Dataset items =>
^^^^^^^^

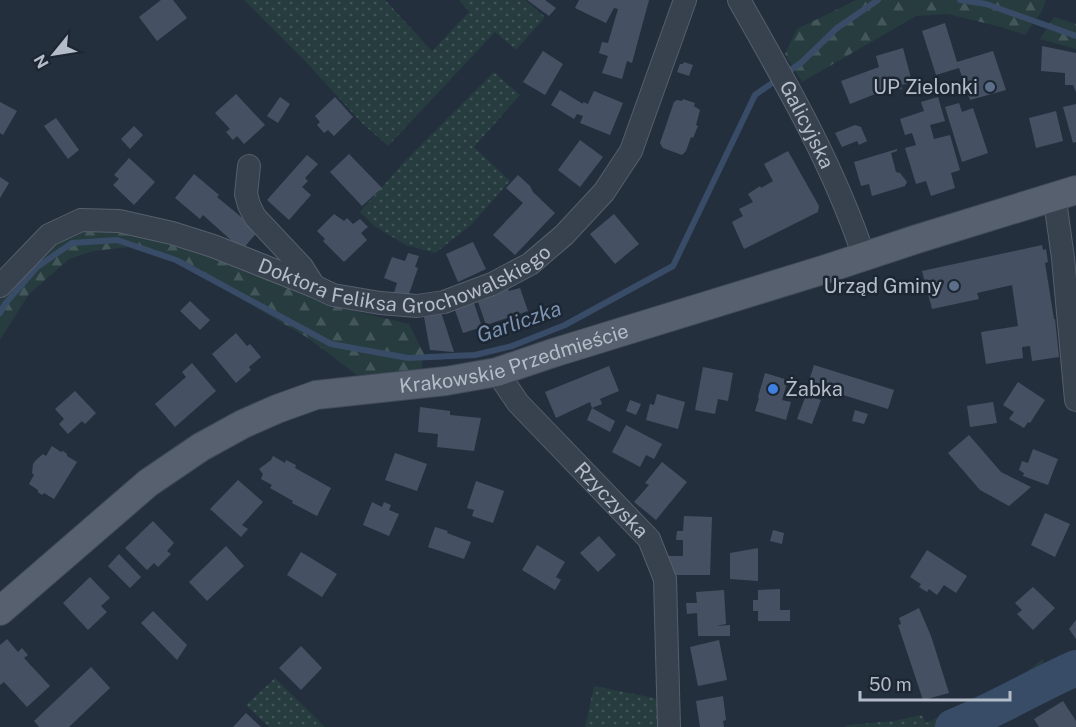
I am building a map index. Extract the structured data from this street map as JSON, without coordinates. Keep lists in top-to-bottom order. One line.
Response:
{"streets":{"main road":["Krakowskie Przedmieście"],"street":["Galicyjska","Doktora Feliksa Grochowalskiego","Rzyczyska"]},"crossings":[["Galicyjska","Krakowskie Przedmieście"],["Krakowskie Przedmieście","Rzyczyska"]],"water":["Garliczka"],"places":["UP Zielonki","Urząd Gminy","Żabka"],"scale_bar":"50 m","north":"bottom left"}
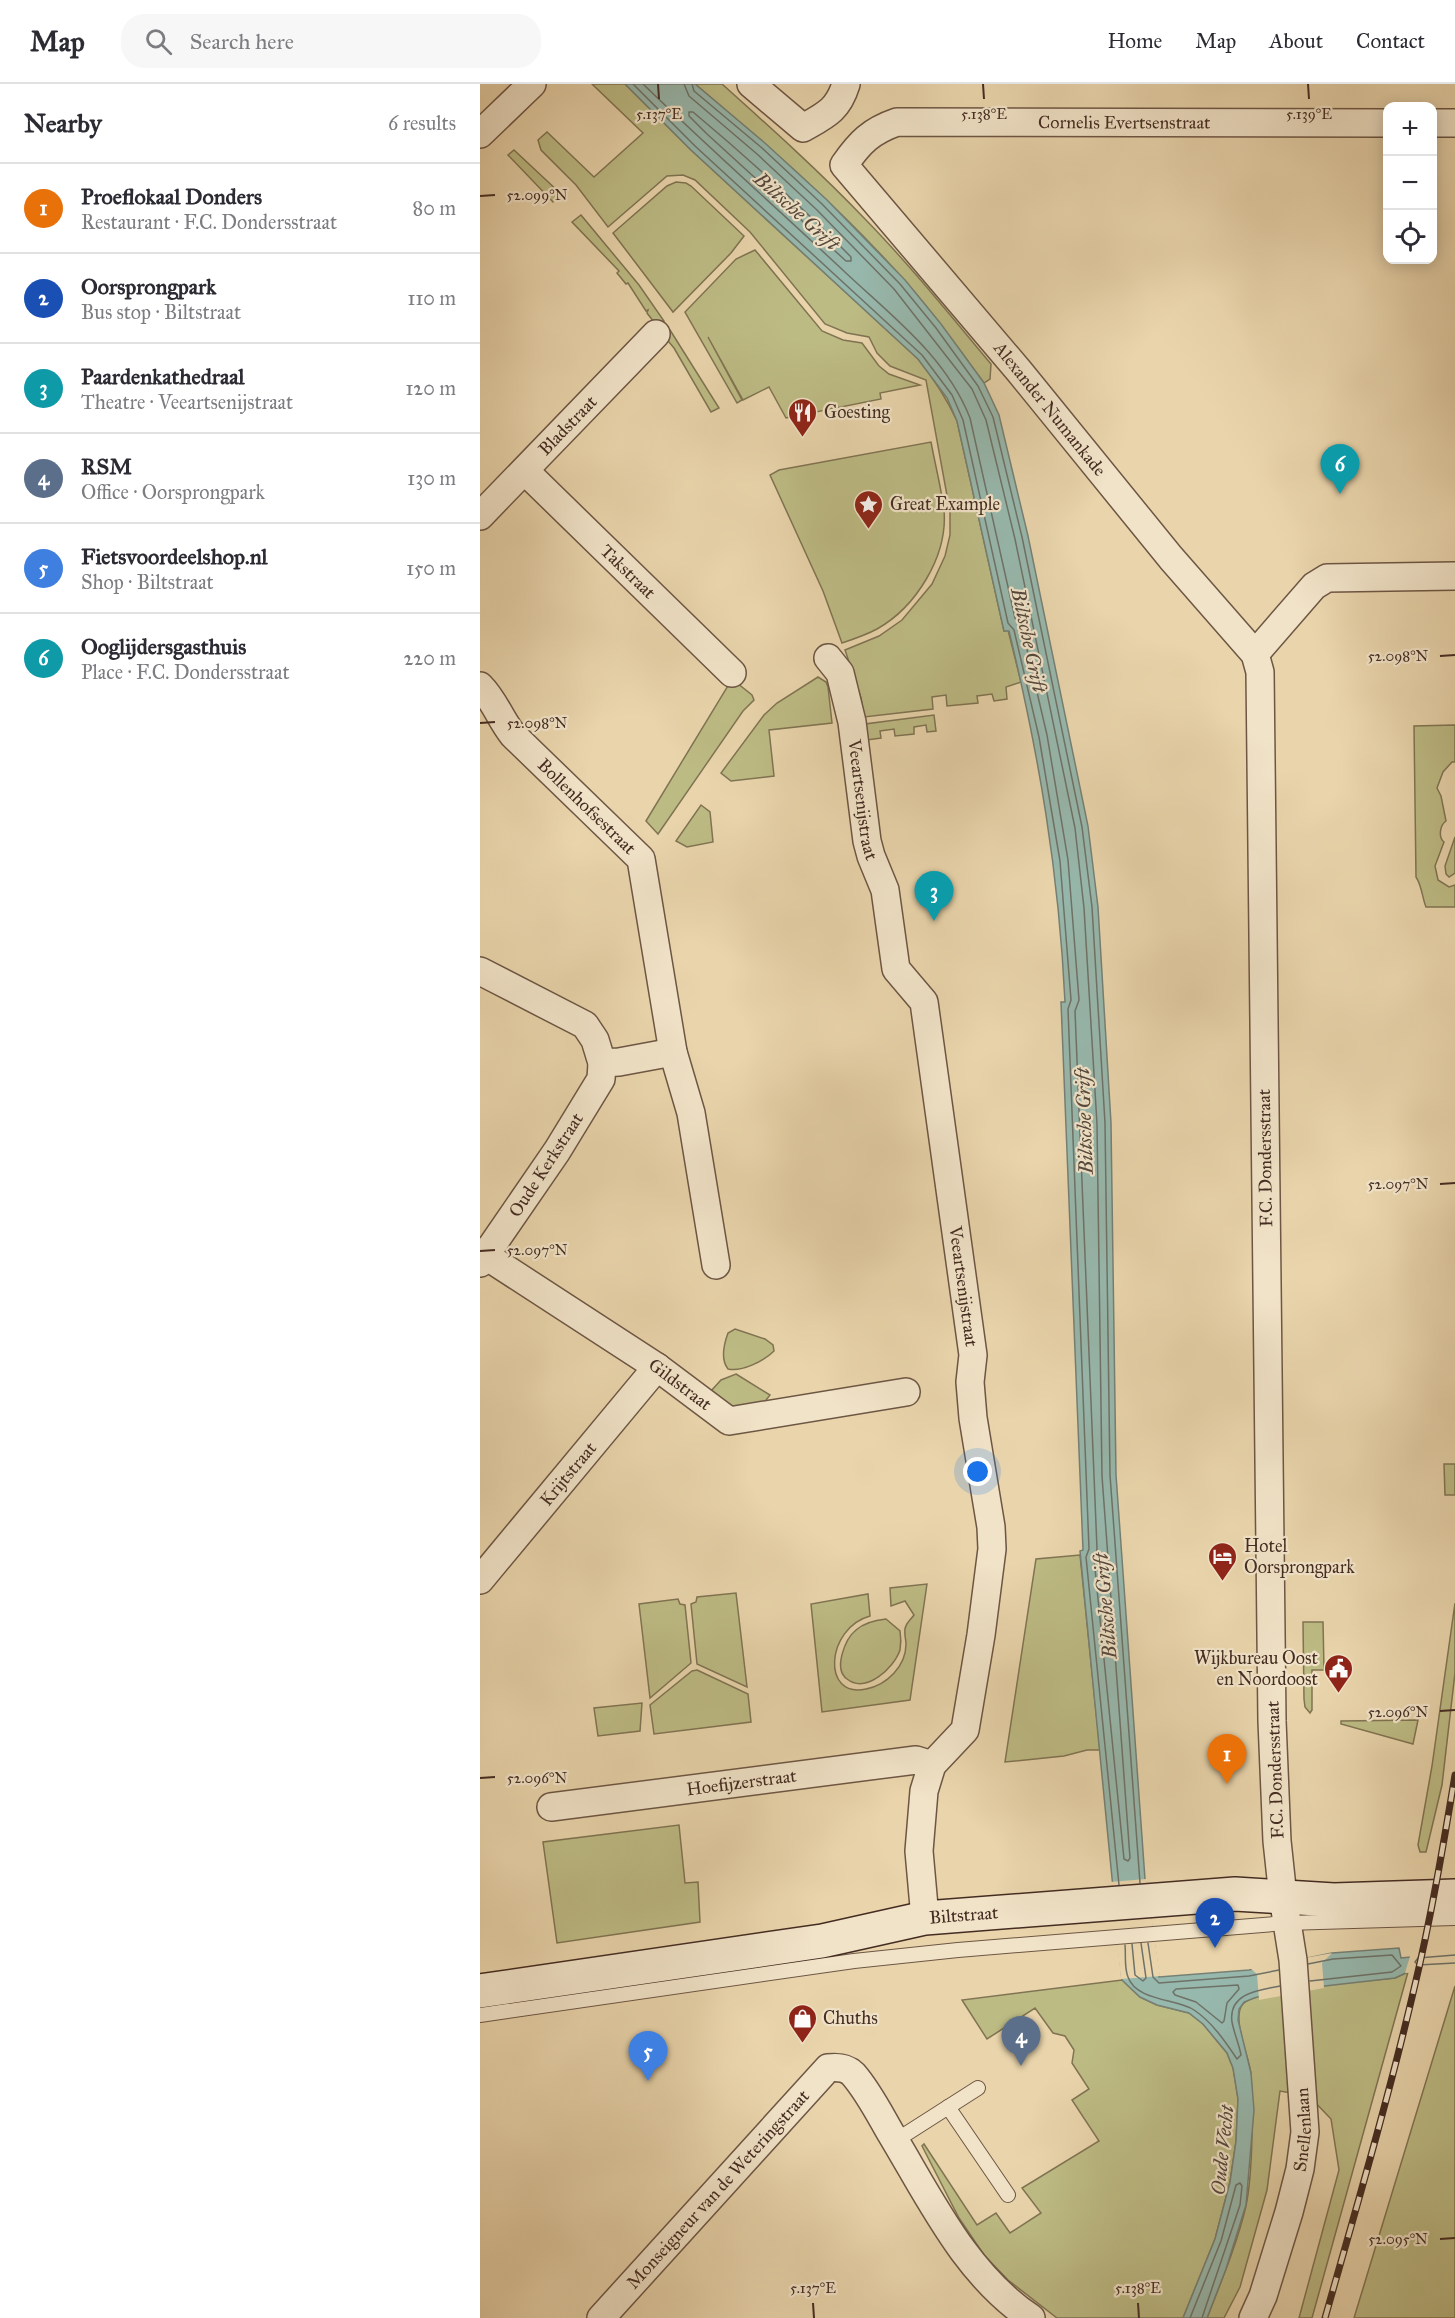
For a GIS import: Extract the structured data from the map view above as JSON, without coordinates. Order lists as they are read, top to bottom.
{
  "streets": {
    "street": [
      "Cornelis Evertsenstraat",
      "Alexander Numankade",
      "Bladstraat",
      "Takstraat",
      "Veeartsenijstraat",
      "Bollenhofsestraat",
      "F.C. Dondersstraat",
      "Oude Kerkstraat",
      "Gildstraat",
      "Krijtstraat",
      "Hoefijzerstraat",
      "Biltstraat",
      "Snellenlaan",
      "Monseigneur van de Weteringstraat"
    ]
  },
  "crossings": [
    ["Cornelis Evertsenstraat", "Alexander Numankade"],
    ["Alexander Numankade", "F.C. Dondersstraat"],
    ["Bladstraat", "Takstraat"],
    ["Veeartsenijstraat", "Hoefijzerstraat"],
    ["Veeartsenijstraat", "Biltstraat"],
    ["F.C. Dondersstraat", "Biltstraat"],
    ["F.C. Dondersstraat", "Snellenlaan"],
    ["Oude Kerkstraat", "Gildstraat"],
    ["Gildstraat", "Krijtstraat"],
    ["Biltstraat", "Snellenlaan"]
  ],
  "water": ["Biltsche Grift", "Oude Vecht"],
  "places": {
    "restaurant": ["Goesting"],
    "place": ["Great Example"],
    "hotel": ["Hotel Oorsprongpark"],
    "public building": ["Wijkbureau Oost en Noordoost"],
    "shop": ["Chuths"]
  },
  "page": {
    "header": "Map",
    "search": "Search here",
    "nav": [
      "Home",
      "Map",
      "About",
      "Contact"
    ],
    "heading": ["Nearby", "6 results"],
    "map_buttons": ["+", "−"],
    "list": [
      {
        "mark": "1",
        "name": "Proeflokaal Donders",
        "note": "Restaurant · F.C. Dondersstraat",
        "value": "80 m"
      },
      {
        "mark": "2",
        "name": "Oorsprongpark",
        "note": "Bus stop · Biltstraat",
        "value": "110 m"
      },
      {
        "mark": "3",
        "name": "Paardenkathedraal",
        "note": "Theatre · Veeartsenijstraat",
        "value": "120 m"
      },
      {
        "mark": "4",
        "name": "RSM",
        "note": "Office · Oorsprongpark",
        "value": "130 m"
      },
      {
        "mark": "5",
        "name": "Fietsvoordeelshop.nl",
        "note": "Shop · Biltstraat",
        "value": "150 m"
      },
      {
        "mark": "6",
        "name": "Ooglijdersgasthuis",
        "note": "Place · F.C. Dondersstraat",
        "value": "220 m"
      }
    ],
    "pins": [
      "6",
      "3",
      "1",
      "2",
      "4",
      "5"
    ]
  },
  "coordinates": [
    "5.137°E",
    "5.138°E",
    "5.139°E",
    "52.099°N",
    "52.098°N",
    "52.097°N",
    "52.096°N",
    "52.095°N"
  ]
}
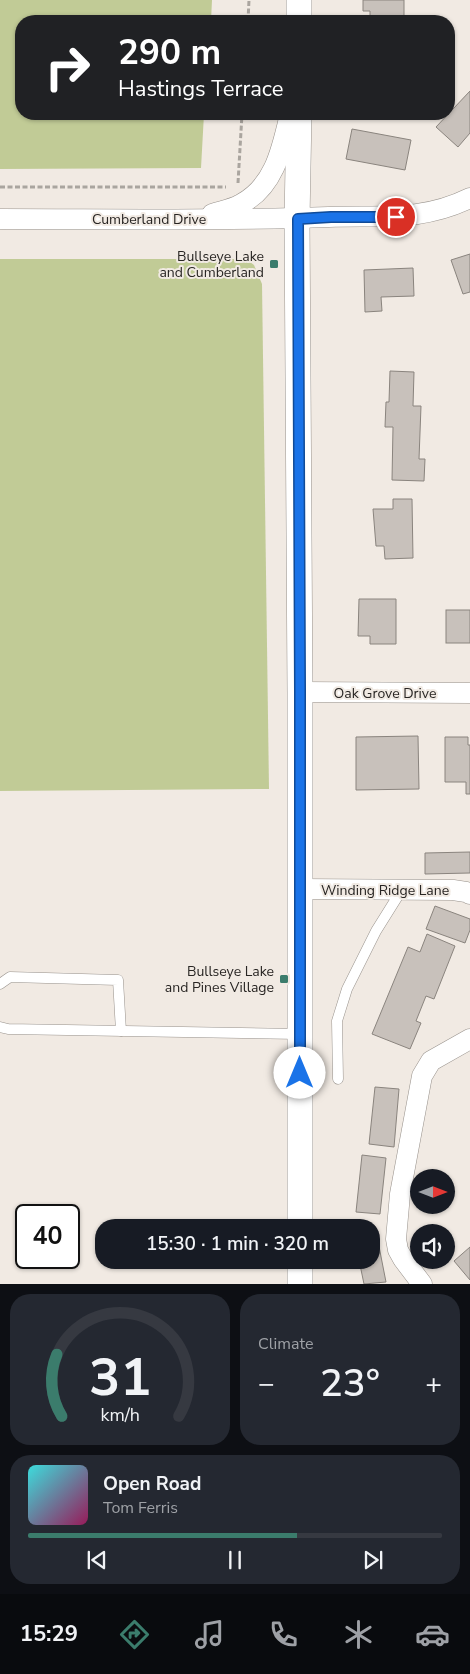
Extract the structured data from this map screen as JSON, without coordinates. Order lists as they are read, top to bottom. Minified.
{"streets":{"street":["Cumberland Drive","Oak Grove Drive","Winding Ridge Lane"]},"places":{"transit":["Bullseye Lake and Cumberland","Bullseye Lake and Pines Village"]},"north":"right","page":{"turn":["290 m","Hastings Terrace"],"limit":"40","trip":"15:30 · 1 min · 320 m","tile":"Climate","heat":["−","23°","+"],"song":["Open Road","Tom Ferris"],"tabs":"15:29","gauge":["31","km/h"]}}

^^^^^^^^

Activity =>
Return the data exactly as it stands, minus the pictures.

Solution to this problem =>
I am building a map index. Extract the structured data from this street map as JSON, without coordinates. Keep lists in top-to-bottom order. One line.
Response:
{"streets":{"main road":["Krakowskie Przedmieście"],"street":["Galicyjska","Doktora Feliksa Grochowalskiego","Rzyczyska"]},"crossings":[["Galicyjska","Krakowskie Przedmieście"],["Krakowskie Przedmieście","Rzyczyska"]],"water":["Garliczka"],"places":["UP Zielonki","Urząd Gminy","Żabka"],"scale_bar":"50 m","north":"bottom left"}
For a GIS import: Extract the structured data from the map view above as JSON, without coordinates. Order lists as they are read, top to bottom.
{
  "streets": {
    "street": [
      "Cornelis Evertsenstraat",
      "Alexander Numankade",
      "Bladstraat",
      "Takstraat",
      "Veeartsenijstraat",
      "Bollenhofsestraat",
      "F.C. Dondersstraat",
      "Oude Kerkstraat",
      "Gildstraat",
      "Krijtstraat",
      "Hoefijzerstraat",
      "Biltstraat",
      "Snellenlaan",
      "Monseigneur van de Weteringstraat"
    ]
  },
  "crossings": [
    ["Cornelis Evertsenstraat", "Alexander Numankade"],
    ["Alexander Numankade", "F.C. Dondersstraat"],
    ["Bladstraat", "Takstraat"],
    ["Veeartsenijstraat", "Hoefijzerstraat"],
    ["Veeartsenijstraat", "Biltstraat"],
    ["F.C. Dondersstraat", "Biltstraat"],
    ["F.C. Dondersstraat", "Snellenlaan"],
    ["Oude Kerkstraat", "Gildstraat"],
    ["Gildstraat", "Krijtstraat"],
    ["Biltstraat", "Snellenlaan"]
  ],
  "water": ["Biltsche Grift", "Oude Vecht"],
  "places": {
    "restaurant": ["Goesting"],
    "place": ["Great Example"],
    "hotel": ["Hotel Oorsprongpark"],
    "public building": ["Wijkbureau Oost en Noordoost"],
    "shop": ["Chuths"]
  },
  "page": {
    "header": "Map",
    "search": "Search here",
    "nav": [
      "Home",
      "Map",
      "About",
      "Contact"
    ],
    "heading": ["Nearby", "6 results"],
    "map_buttons": ["+", "−"],
    "list": [
      {
        "mark": "1",
        "name": "Proeflokaal Donders",
        "note": "Restaurant · F.C. Dondersstraat",
        "value": "80 m"
      },
      {
        "mark": "2",
        "name": "Oorsprongpark",
        "note": "Bus stop · Biltstraat",
        "value": "110 m"
      },
      {
        "mark": "3",
        "name": "Paardenkathedraal",
        "note": "Theatre · Veeartsenijstraat",
        "value": "120 m"
      },
      {
        "mark": "4",
        "name": "RSM",
        "note": "Office · Oorsprongpark",
        "value": "130 m"
      },
      {
        "mark": "5",
        "name": "Fietsvoordeelshop.nl",
        "note": "Shop · Biltstraat",
        "value": "150 m"
      },
      {
        "mark": "6",
        "name": "Ooglijdersgasthuis",
        "note": "Place · F.C. Dondersstraat",
        "value": "220 m"
      }
    ],
    "pins": [
      "6",
      "3",
      "1",
      "2",
      "4",
      "5"
    ]
  },
  "coordinates": [
    "5.137°E",
    "5.138°E",
    "5.139°E",
    "52.099°N",
    "52.098°N",
    "52.097°N",
    "52.096°N",
    "52.095°N"
  ]
}
Extract the structured data from this map screen as JSON, without coordinates. Order lists as they are read, top to bottom. Minified.
{"streets":{"street":["Cumberland Drive","Oak Grove Drive","Winding Ridge Lane"]},"places":{"transit":["Bullseye Lake and Cumberland","Bullseye Lake and Pines Village"]},"north":"right","page":{"turn":["290 m","Hastings Terrace"],"limit":"40","trip":"15:30 · 1 min · 320 m","tile":"Climate","heat":["−","23°","+"],"song":["Open Road","Tom Ferris"],"tabs":"15:29","gauge":["31","km/h"]}}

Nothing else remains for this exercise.